Activities performed by an organization to provide services. It includes
management of the provider’s resources, configured to deliver the service; ensuring access to
these resources for users; fulfillment of the agreed service actions; service level management;
and continual improvement. It may also include the supply of goods.
Key concepts of service relationships:
Service consumption?
Activities performed by an organization to consume services. It includes
the management of the consumer’s resources needed to use the service, service actions
performed by users, and the receiving (acquiring) of goods (if required).

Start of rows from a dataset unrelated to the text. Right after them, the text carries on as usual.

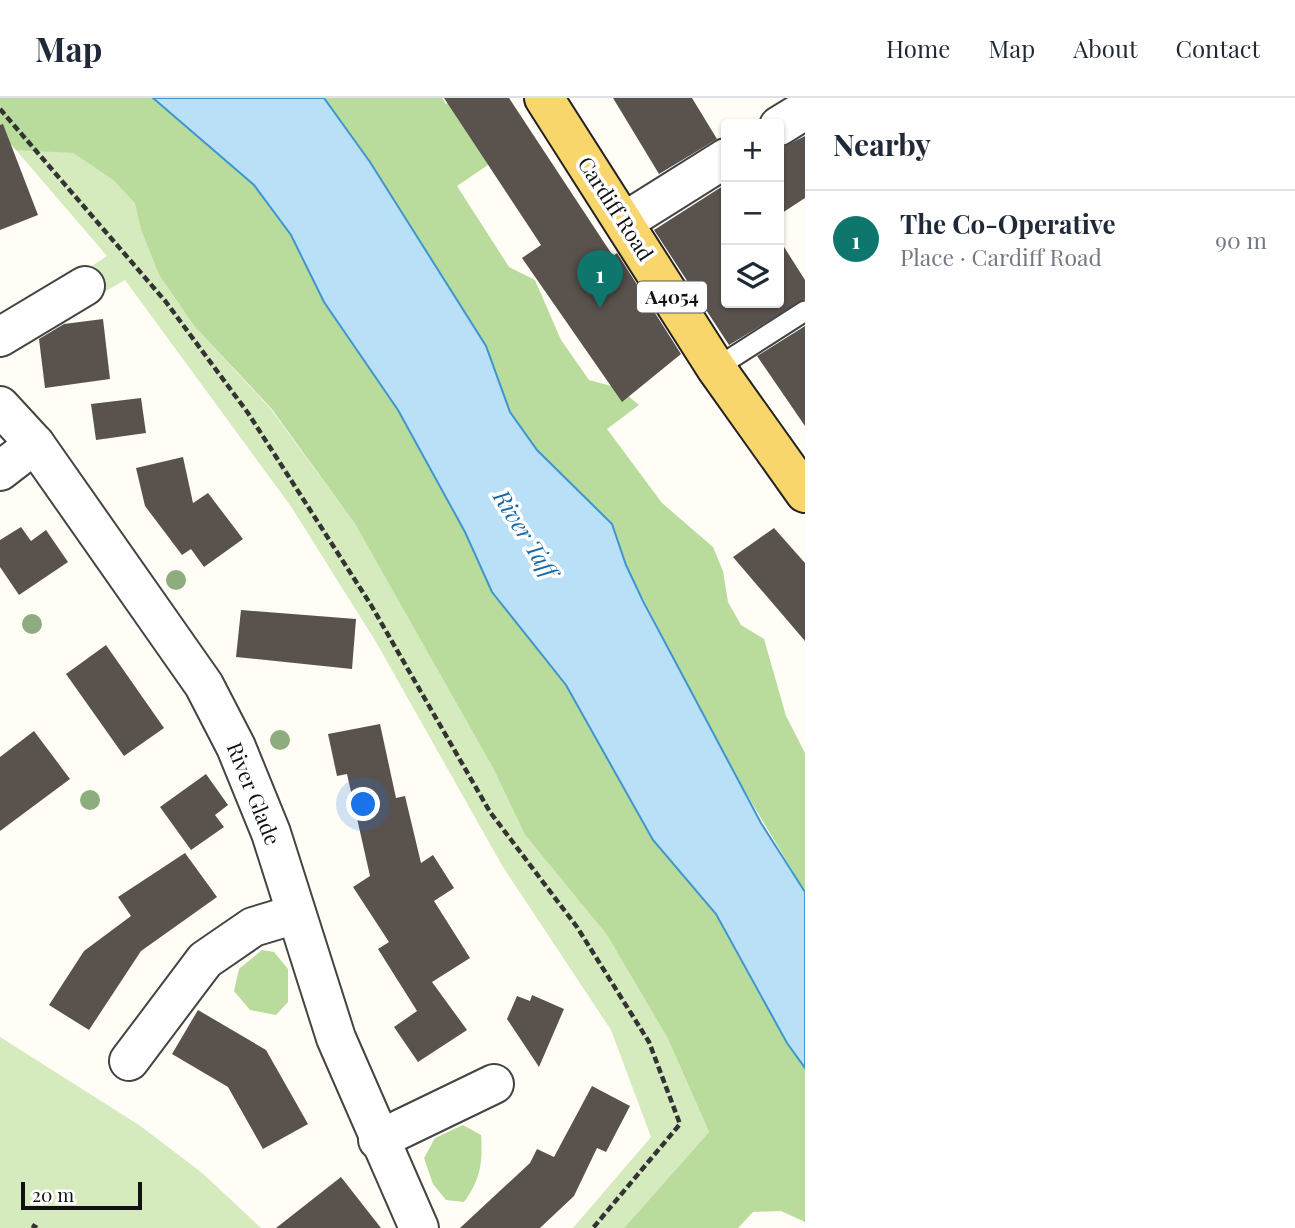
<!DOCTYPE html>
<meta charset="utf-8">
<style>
body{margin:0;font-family:"Playfair Display",serif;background:#f2f2f3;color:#1f2937}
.controls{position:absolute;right:21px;top:21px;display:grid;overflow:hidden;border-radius:7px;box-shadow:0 2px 5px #0004}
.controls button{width:63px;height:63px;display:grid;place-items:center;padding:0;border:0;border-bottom:2px solid #e0e1e3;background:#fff;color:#1f2937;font:35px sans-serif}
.scale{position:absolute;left:21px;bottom:18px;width:121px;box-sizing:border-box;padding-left:7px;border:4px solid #111;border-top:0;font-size:19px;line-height:24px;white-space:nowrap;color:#111;-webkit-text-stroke:5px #fff;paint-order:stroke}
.you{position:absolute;left:364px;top:707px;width:24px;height:24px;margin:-18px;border:5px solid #fff;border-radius:50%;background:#1a73e8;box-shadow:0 0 0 10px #1a73e833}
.badge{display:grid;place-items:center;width:46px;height:46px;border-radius:50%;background:#0f766e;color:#fff;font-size:23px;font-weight:700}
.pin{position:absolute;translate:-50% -58px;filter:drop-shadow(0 2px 4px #0008)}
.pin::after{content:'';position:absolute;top:37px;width:24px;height:21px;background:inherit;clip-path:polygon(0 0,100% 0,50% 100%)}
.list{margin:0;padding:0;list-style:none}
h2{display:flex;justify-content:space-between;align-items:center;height:91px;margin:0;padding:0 28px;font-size:30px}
h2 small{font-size:23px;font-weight:400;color:#747a83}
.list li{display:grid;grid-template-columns:46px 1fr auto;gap:21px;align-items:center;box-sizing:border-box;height:98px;padding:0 28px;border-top:2px solid #e0e1e3}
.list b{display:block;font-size:26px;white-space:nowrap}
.list p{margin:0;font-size:23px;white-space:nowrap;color:#747a83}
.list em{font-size:23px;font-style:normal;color:#747a83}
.icon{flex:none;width:38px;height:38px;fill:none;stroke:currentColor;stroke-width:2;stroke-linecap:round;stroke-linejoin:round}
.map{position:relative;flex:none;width:805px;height:1130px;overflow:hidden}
header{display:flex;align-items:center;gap:42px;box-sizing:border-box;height:98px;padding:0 35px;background:#fff;border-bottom:2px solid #e0e1e3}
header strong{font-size:33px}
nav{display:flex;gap:38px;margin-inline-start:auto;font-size:24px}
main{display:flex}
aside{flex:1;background:#fff}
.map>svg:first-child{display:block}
.green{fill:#d5ebbd}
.forest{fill:#b9dc9c}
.water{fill:#b9e0f7;stroke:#3f96cf;stroke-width:2}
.building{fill:#5a524d}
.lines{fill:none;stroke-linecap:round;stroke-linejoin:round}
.service-casing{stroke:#444;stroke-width:23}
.minor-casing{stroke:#444;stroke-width:42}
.primary-casing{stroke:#222;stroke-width:42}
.path{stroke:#333;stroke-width:4.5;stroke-dasharray:7 3.5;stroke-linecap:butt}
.service{stroke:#fff;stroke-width:19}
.minor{stroke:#fff;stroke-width:38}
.primary{stroke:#f9d66b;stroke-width:38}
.tree{fill:#8dad7f}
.labels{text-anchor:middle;stroke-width:7;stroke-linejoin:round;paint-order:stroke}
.shield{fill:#fff;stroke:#585858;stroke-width:2}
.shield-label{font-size:19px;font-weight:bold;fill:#111}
.street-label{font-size:21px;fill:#111;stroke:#fff}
.water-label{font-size:23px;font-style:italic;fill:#1768a6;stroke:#fff}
</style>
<header>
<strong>Map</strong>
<nav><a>Home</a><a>Map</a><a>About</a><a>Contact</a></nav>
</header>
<main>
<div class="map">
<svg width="805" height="1130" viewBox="0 0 805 1130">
<rect width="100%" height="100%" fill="#fffdf5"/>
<g class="green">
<path d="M34 51 73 55 113 82 136 105 141 132 159 177 195 229 270 310 355 426 493 670 525 737 607 837 668 941 709 1034 624 1130H573L651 1039 611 932 503 769 376 544 292 410 125 182 94 200 81 175 107 158 16 52Z"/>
<path d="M0 939 139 1027 201 1074 261 1130H0Z"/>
</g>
<g class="forest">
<path d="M0 0H153L254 87 291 137 324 204 398 312 465 434 492 494 566 587 653 742 716 816 737 852 787 945 805 970V1124L781 1113 753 1114 738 1130H624L709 1034 668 941 607 837 525 737 493 670 355 426 271 310 195 229 159 177 141 132 135 105 113 82 73 55 16 52 0 35Z"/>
<path d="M324 0H442L446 6 455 0 488 67 457 88 509 169 535 182 561 242 589 282 619 290 639 307 607 331 662 405 713 449 723 473 728 504 741 527 764 541 786 618 805 655V794L724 658 626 467 570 386 537 352 510 314 486 248 370 64Z"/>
<path d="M262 852 274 854 288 871V904L276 917 250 912 234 893 239 871Z"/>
<path d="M463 1027 481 1037C483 1065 480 1082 464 1104L446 1102 433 1086 424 1060 435 1040Z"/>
</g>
<path class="water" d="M153 0H324L370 64 486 248 510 314 537 352 612 426 626 467 643 503 761 725 805 794V970L787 945 716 816 653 742 566 587 492 494 465 434 398 312 324 204 291 137 254 87Z"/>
<g class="building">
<path d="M444 0H509L613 158 617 155 681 256 622 304 522 160 541 147Z"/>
<path d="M613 0H692L717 41 659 76Z"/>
<path d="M3 26 38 117 0 132V27Z"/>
<path d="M805 38V100L779 117V51Z"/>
<path d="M726 86V205H779V141L805 182V201L729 247 654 132Z"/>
<path d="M103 221 110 281 45 290 39 241 64 226Z"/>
<path d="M805 228V328L757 258Z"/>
<path d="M141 300 146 335 96 342 91 306Z"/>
<path d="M183 359 193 405 208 395 243 441 204 469 191 451 182 457 145 408 136 370Z"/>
<path d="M21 429 31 443 46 432 68 464 19 497 0 469V442Z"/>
<path d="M774 430 805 465V543L733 459Z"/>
<path d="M241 512 356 521 352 571 236 559Z"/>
<path d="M106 547 164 630 124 658 66 576Z"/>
<path d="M380 626 396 700 405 698 421 765 433 757 454 790 434 803 470 860 432 884 467 932 418 964 394 929 417 913 378 851 389 844 353 789 370 778 347 676 337 678 328 636Z"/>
<path d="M34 633 70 681 0 733V659Z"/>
<path d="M206 676 228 707 215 717 224 729 191 752 160 709Z"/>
<path d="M185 755 217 799 141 853 89 932 49 907 84 853 131 818 118 799Z"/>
<path d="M532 897 564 911 539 969 507 921 517 898 530 903Z"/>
<path d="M198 912 266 952 308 1026 263 1051 228 989 172 956Z"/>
<path d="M592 988 630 1008 606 1054 597 1050 574 1098 540 1130H460L530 1065 537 1051 554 1059Z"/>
<path d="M341 1079 381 1130H276Z"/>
</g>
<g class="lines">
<defs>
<path id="service" d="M716 270 805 213"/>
<g id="minor">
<path d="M779 28 805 12"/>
<path d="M624 124 726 60"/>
<path d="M0 239 85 188"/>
<path d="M0 308 35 346 204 587 236 649 271 735 336 940 419 1130"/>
<path d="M0 373 35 346"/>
<path d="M129 963 205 862 253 829 296 816"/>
<path d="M378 1042 494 986"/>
</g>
<path id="primary" d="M544 0 716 270 805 395"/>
</defs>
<use href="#service" class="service-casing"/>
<use href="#minor" class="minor-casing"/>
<use href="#primary" class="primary-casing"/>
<g class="path">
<path d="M0 11 166 204 248 315 371 507 490 714 577 829 649 944 680 1026 593 1130"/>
<path d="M32 1127 37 1130"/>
</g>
<use href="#service" class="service"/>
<use href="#minor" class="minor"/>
<use href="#primary" class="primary"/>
</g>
<g class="tree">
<circle cx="176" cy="482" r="10"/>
<circle cx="32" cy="526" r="10"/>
<circle cx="280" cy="642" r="10"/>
<circle cx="90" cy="702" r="10"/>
</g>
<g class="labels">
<rect class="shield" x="637" y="183.5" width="70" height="31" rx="5"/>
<g class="shield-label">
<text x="672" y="206">A4054</text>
</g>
<g class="street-label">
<text transform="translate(615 111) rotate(57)" y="7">Cardiff Road</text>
<text transform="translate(253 696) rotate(68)" y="7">River Glade</text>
</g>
<g class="water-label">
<text transform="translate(525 436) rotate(58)" y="8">River Taff</text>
</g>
</g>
</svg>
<div class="controls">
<button>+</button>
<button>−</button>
<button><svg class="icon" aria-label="layers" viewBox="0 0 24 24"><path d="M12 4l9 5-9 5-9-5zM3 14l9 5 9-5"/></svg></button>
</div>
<div class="scale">20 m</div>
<div class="you"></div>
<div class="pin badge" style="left:600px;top:210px">1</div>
</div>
<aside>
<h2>Nearby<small></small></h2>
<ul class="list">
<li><span class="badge">1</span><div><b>The Co-Operative</b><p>Place · Cardiff Road</p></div><em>90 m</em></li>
</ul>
</aside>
</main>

The ITIL guiding principles:
Focus on value?
Everything that the organization does needs to map, directly or indirectly,
to value for the stakeholders.
The ITIL guiding principles:
Start where you are?
Do not start from scratch and build something new without
considering what is already available to be leveraged.
The ITIL guiding principles:
Progress iteratively with feedback?
Do not attempt to do everything at once. Even huge
initiatives must be accomplished iteratively. By organizing work into smaller, manageable
sections that can be executed and completed in a timely manner.
The ITIL guiding principles:
Collaborate and promote visibility?
Working together across boundaries produces results
that have greater buy-in, more relevance to objectives, and increased likelihood of longterm
success.
The ITIL guiding principles:
Think and work holistically?
No service, or element used to provide a service, stands
alone.
The ITIL guiding principles:
Keep it simple and practical?
If a process, service, action, or metric fails to provide value or
produce a useful outcome, eliminate it. In a process or procedure, use the minimum number
of steps necessary to accomplish the objective(s). Always use outcome-based thinking to
produce practical solutions that deliver results.